In a similar way, when you are dictating responses to messages or just blabbing out your thoughts, opinions, observations and "to do's", all of that can be intercepted, and rather easily. While Google is now talking about offering some encryption for emails, they have not talked about doing it through transcription services.
In fact, the transcription services and the Big Blab can be turned on their head. When your phone is on, the Big Blab can listen to what you may be saying in a conversation or meeting, transcribe it (taking of advantage of the free transcription service), and sending off the resulting text to whomever is the intruder or has bugged your machine. This is, in part, the idea behind Facebook's notion of listening to what you are listening to, and then offering you videos or music that it "hears." While Facebook is looking at this as a narrow commercial opportunity, what is to say that other services will see it as a way to "anticipate" (if that is the right word) your desires, and take a much more forward approach to bugging your device.
You may be aware of all this on a device that has a screen and allows processing and choices by you, because you can see the options and maybe prevent snooping. It will be far more difficult on wearable devices. Unless you have a handy microscope and huge patience, your wearable device will be an easy target and you, a semi-willing (albeit stylish) victim.

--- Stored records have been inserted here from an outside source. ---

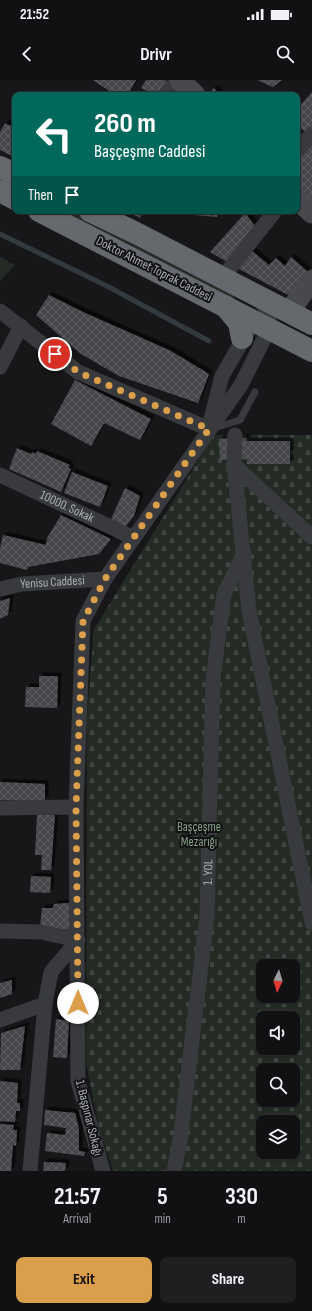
<!DOCTYPE html>
<html lang="en">
<head>
<meta charset="utf-8">
<style>
  :root { --surface:#111113; --page:#1e1f21; --text:#f1f3f6; --muted:#9c9da0; --line:#303133; --accent:#db9f4c }
  body { margin:0; font-family:"Sofia Sans Condensed",sans-serif; background:var(--page); color:var(--text); height:100vh; display:flex; flex-direction:column; font-size:15px; white-space:nowrap }
  * { box-sizing:border-box; margin:0 }
  p { font-size:13px; color:var(--muted) }
  .icon { flex:none; width:22px; height:22px; fill:none; stroke:currentColor; stroke-width:2; stroke-linecap:round; stroke-linejoin:round }
  .map { position:relative; height:1091px; overflow:hidden }
  .sheet { display:flex; flex-direction:column; background:var(--surface); flex:1 }
  .sheet>* { flex:none }
  .hud { position:absolute; left:12px; top:12px; width:288px; height:122px; border-radius:8px; box-shadow:0 1px 3px #0004,0 0 0 1px var(--line); background:#00695c; color:#fff; overflow:hidden }
  .needle { width:26px; rotate:185deg }
  .tools { position:absolute; left:256px; top:879px; display:grid; gap:8px }
  .tools a { display:grid; place-items:center; width:44px; height:44px; border-radius:8px; background:var(--surface); box-shadow:0 1px 3px #0004,0 0 0 1px var(--line); font-size:20px }
  .pin { position:absolute; display:grid; place-items:center; width:34px; height:34px; color:#fff; margin:-17px; border:2px solid #fff; border-radius:50%; box-shadow:0 1px 4px #0007 }
  .me { position:absolute; width:44px; margin:-22px; rotate:0deg; stroke-linejoin:round; filter:drop-shadow(0 0 3px #0008) }
  .turn { display:flex; align-items:center; gap:14px; height:84px; padding:0 16px; font-size:18px }
  .turn .icon { width:52px; height:52px; stroke-width:2.5 }
  .turn b { display:block; font-size:28px; line-height:34px }
  .then { display:flex; align-items:center; height:38px; padding:0 16px; background:#0003; gap:8px; font-size:15px }
  .eta { display:flex; justify-content:space-evenly; align-items:center; height:68px; text-align:center }
  .eta b { font-size:24px; font-weight:700; line-height:28px }
  .action { display:flex; gap:8px; margin-top:auto; padding:8px 16px }
  .action a { flex:1; height:46px; border-radius:8px; background:var(--accent); color:#111; font-size:16px; font-weight:700; line-height:46px; text-align:center }
  .action a+a { background:var(--page); color:var(--text) }
  .status { display:flex; justify-content:space-between; align-items:center; height:28px; padding:0 20px; background:var(--surface); direction:ltr }
  .status svg { height:11px; fill:currentColor }
  header { display:flex; justify-content:space-between; align-items:center; height:52px; padding:0 16px; background:var(--surface); font-size:18px; font-weight:700 }
  .map>svg:first-child { display:block }
  .green { fill:#242a24 }
  .cemetery { fill:url(#cemetery-stones); fill-rule:evenodd }
  .lines { fill:none; stroke-linecap:round; stroke-linejoin:round }
  .stream { stroke:#323a40; stroke-width:5 }
  .building { fill:url(#building-cross-hatch); filter:url(#shadow) }
  .lane { stroke:#383a3d; stroke-width:7 }
  .street { stroke:#383a3d; stroke-width:15 }
  .secondary { stroke:#47494d; stroke-width:21 }
  .highway { stroke:#65686d; stroke-width:22 }
  .route { stroke:#db9f4c; stroke-width:7; stroke-dasharray:0 12.6 }
  .labels { text-anchor:middle; dominant-baseline:central; stroke-width:4; stroke-linejoin:round; paint-order:stroke }
  .street-label { font-size:13px; fill:#abafb7; stroke:#121214 }
  .park-label { font-size:13px; fill:#859f84; stroke:#121214 }
</style>
</head>
<body>
<div class="status"><b>21:52</b><svg viewBox="0 0 49 12"><path d="M0 12V9h3v3zM5 12V6h3v6zM10 12V3h3v9zM15 12V0h3v12zM26 1h20v11H26zM47 4h2v5h-2z"/></svg></div>
<header><svg class="icon" aria-label="back" viewBox="0 0 24 24"><path d="M15 5l-7 7 7 7"/></svg>Drivr<svg class="icon" aria-label="search" viewBox="0 0 24 24"><circle cx="10" cy="10" r="6"/><path d="M15 15l6 6"/></svg></header>
<div class="map">
<svg width="312" height="1091" viewBox="0 0 312 1091">
  <defs>
    <pattern id="cemetery-stones" width="16" height="16" patternUnits="userSpaceOnUse"><rect width="16" height="16" fill="#242a24"/><path d="M2 7V4a2 2 0 0 1 4 0v3zM10 15v-3a2 2 0 0 1 4 0v3z" fill="#414642"/></pattern>
    <pattern id="building-cross-hatch" width="8" height="8" patternUnits="userSpaceOnUse"><rect width="8" height="8" fill="#46474b"/><path d="M0 0l8 8M0 8l8-8" fill="none" stroke="#5e5f63"/></pattern>
    <filter id="shadow"><feDropShadow dx="3.5" dy="-3.5" stdDeviation="0" flood-color="#0009"/></filter>
  </defs>
  <rect width="100%" height="100%" fill="#171719"/>
  <g class="green">
    <path d="M59 131H71L88 139 232 213 235 220Z"/>
    <path d="M0 177 15 185 0 201Z"/>
  </g>
  <path class="cemetery" d="M214 355H312V1091H113L100 1052 86 983 87 636 94 549ZM263 886H293V916H263ZM263 938H293V968H263ZM263 990H293V1020H263ZM263 1042H293V1072H263Z"/>
  <g class="lines">
    <path class="stream" d="M0 154 107 206 209 261"/>
  </g>
  <g class="building">
    <path d="M93 0H136L128 15H115Z"/>
    <path d="M146 0H165L167 1 161 15H155L141 8Z"/>
    <path d="M257 0H282L273 7Z"/>
    <path d="M214 8 220 15H207Z"/>
    <path d="M312 12V47L306 53 300 47 297 50V29Z"/>
    <path d="M5 43 15 48V76L14 73 12 76 0 70V52Z"/>
    <path d="M312 60V124L297 110V79Z"/>
    <path d="M126 131H144L140 138Z"/>
    <path d="M193 131H217V137L193 135Z"/>
    <path d="M245 133 256 147 227 182 210 172Z"/>
    <path d="M252 171 269 185 276 178 285 186 291 177 307 191 292 217 237 188Z"/>
    <path d="M49 215 83 232 171 271 209 294 198 323 119 296 81 274 36 235Z"/>
    <path d="M75 300 151 339 140 360 104 343 91 366 51 344Z"/>
    <path d="M246 358 247 361H290V384H247V379L220 380 219 359Z"/>
    <path d="M17 368 31 374 32 372 36 374 37 371 70 385 68 388 71 389 61 412 9 389Z"/>
    <path d="M72 392 108 406 100 427 64 413Z"/>
    <path d="M125 408 140 416 134 436 125 447 111 439Z"/>
    <path d="M61 435 111 459 99 474 28 487 27 490 0 483V468L3 455 46 465 47 458Z"/>
    <path d="M10 518 8 535 0 539V521Z"/>
    <path d="M39 596H58L57 628 25 627 26 607H39Z"/>
    <path d="M0 702 45 704V721L0 720Z"/>
    <path d="M37 734 55 735 51 790H41L42 775H35Z"/>
    <path d="M31 796 51 797 50 813 30 812Z"/>
    <path d="M69 823 70 850 40 847 42 828H53L54 824Z"/>
    <path d="M12 900V914L0 918V903Z"/>
    <path d="M56 939 69 941 67 978 53 977Z"/>
    <path d="M25 946 20 990H0L1 953Z"/>
    <path d="M0 1001 18 1003 17 1023H20V1031H16L15 1042 0 1041Z"/>
    <path d="M45 1030 75 1033 79 1049V1071L85 1072 84 1076 45 1071 47 1053 65 1055 66 1048 44 1045Z"/>
    <path d="M0 1044 14 1045 13 1050H17L16 1066 13 1065 11 1091H0Z"/>
    <path d="M44 1082 66 1083 65 1091H43Z"/>
  </g>
  <g class="lines">
    <path class="lane" d="M214 348 240 340 255 312"/>
    <g class="street">
      <path d="M165 15 177 0"/>
      <path d="M297 71 312 54"/>
      <path d="M223 197 275 131"/>
      <path d="M0 231 78 292 209 349"/>
      <path d="M0 287 21 246"/>
      <path d="M210 343 222 296 248 251"/>
      <path d="M235 355 234 385 312 457"/>
      <path d="M234 385 249 531 312 843"/>
      <path id="s1" d="M0 395 134 458"/>
      <path id="s2" d="M0 509 22 504 105 499"/>
      <path d="M0 728 76 727"/>
      <path d="M0 851 41 852 78 860 51 892 45 924 30 1091"/>
      <path d="M0 940 45 924"/>
      <path d="M103 1091 78 1001 76 727 83 541 105 499 241 305 269 249V240L261 217"/>
      <path id="s3" d="M174 1091 180 1061 207 836 213 598 224 514 244 473"/>
    </g>
    <g class="secondary">
      <path d="M180 0 195 15"/>
      <path d="M297 119 312 133"/>
      <path d="M289 232 312 200"/>
    </g>
    <g class="highway">
      <path d="M0 87 15 94"/>
      <path d="M0 111 15 119"/>
      <path d="M39 131 312 271"/>
      <path d="M90 131 136 153 312 244"/>
      <path d="M225 226 239 243 242 258"/>
    </g>
  </g>
  <g class="lines">
    <path class="route" d="M55 274 78 292 209 349 105 499 83 541 76 727 78 923"/>
  </g>
  <g class="labels">
    <g class="street-label">
      <text transform="translate(154 189) rotate(27)">Doktor Ahmet Toprak Caddesi</text>
      <text stroke="none"><textPath href="#s1" startOffset="74">10000. Sokak</textPath></text>
      <text stroke="none"><textPath href="#s2" startOffset="53">Yenisu Caddesi</textPath></text>
      <text stroke="none"><textPath href="#s3" startOffset="301">1. YOL</textPath></text>
      <text transform="translate(89 1038) rotate(76)">1. Başpınar Sokağı</text>
    </g>
    <g class="park-label">
      <text x="199" y="747">Başçeşme<tspan x="199" dy="15">Mezarığı</tspan></text>
    </g>
  </g>
</svg>
<div class="tools">
<a><svg class="needle" viewBox="-14 -14 28 28"><path d="M0-13l5 13h-10z" fill="#e53935"/><path d="M0 13l5-13h-10z" fill="#9c9da0"/></svg></a>
<a><svg class="icon" aria-label="sound" viewBox="0 0 24 24"><path d="M4 9h4l5-4v14l-5-4H4zM17 9q2 3 0 6"/></svg></a>
<a><svg class="icon" aria-label="search" viewBox="0 0 24 24"><circle cx="10" cy="10" r="6"/><path d="M15 15l6 6"/></svg></a>
<a><svg class="icon" aria-label="layers" viewBox="0 0 24 24"><path d="M12 4l9 5-9 5-9-5zM3 14l9 5 9-5"/></svg></a>
</div>
<div class="pin" style="left:55px;top:274px;background:#d93025"><svg class="icon" aria-label="arrive" viewBox="0 0 24 24"><path d="M6 21V4h12l-3 4 3 4H6"/></svg></div>
<svg class="me" style="left:78px;top:923px" viewBox="-20 -20 40 40"><circle r="19" fill="#fff"/><path d="M0-13L10 11 0 6-10 11z" fill="#db9f4c"/></svg>
<div class="hud">
<div class="turn"><svg class="icon" aria-label="left" viewBox="0 0 24 24"><path d="M17 20v-9H6M10 6l-5 5 5 5"/></svg><div><b>260 m</b>Başçeşme Caddesi</div></div>
<div class="then">Then<svg class="icon" aria-label="arrive" viewBox="0 0 24 24"><path d="M6 21V4h12l-3 4 3 4H6"/></svg></div>
</div>
</div>
<section class="sheet">
<div class="eta">
<div><b>21:57</b><p>Arrival</p></div>
<div><b>5</b><p>min</p></div>
<div><b>330</b><p>m</p></div>
</div>
<div class="action"><a>Exit</a><a>Share</a></div>
</section>
</body>
</html>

Although you exercise maximum care, and use only APPS that are supposedly clean, you need to keep in mind that one of the options that most APPS figure you will agree to, are called "automatic updates" meaning that APP "improvements" automatically happen. It is one of those automatic updates that Apple exploited to turn on your Bluetooth in certain market driven environments such as shopping malls and super stores so that the store would know where you are, what you are looking at, so they can proactively convince you to buy the product there and then, or follow up in future to talk you into a sale. We are only at the beginning of this kind of real-time exploitation.
The danger of the shift from typewriter, to computer, to mobile, to wearable is represents a considerable downgrade in personal privacy and security.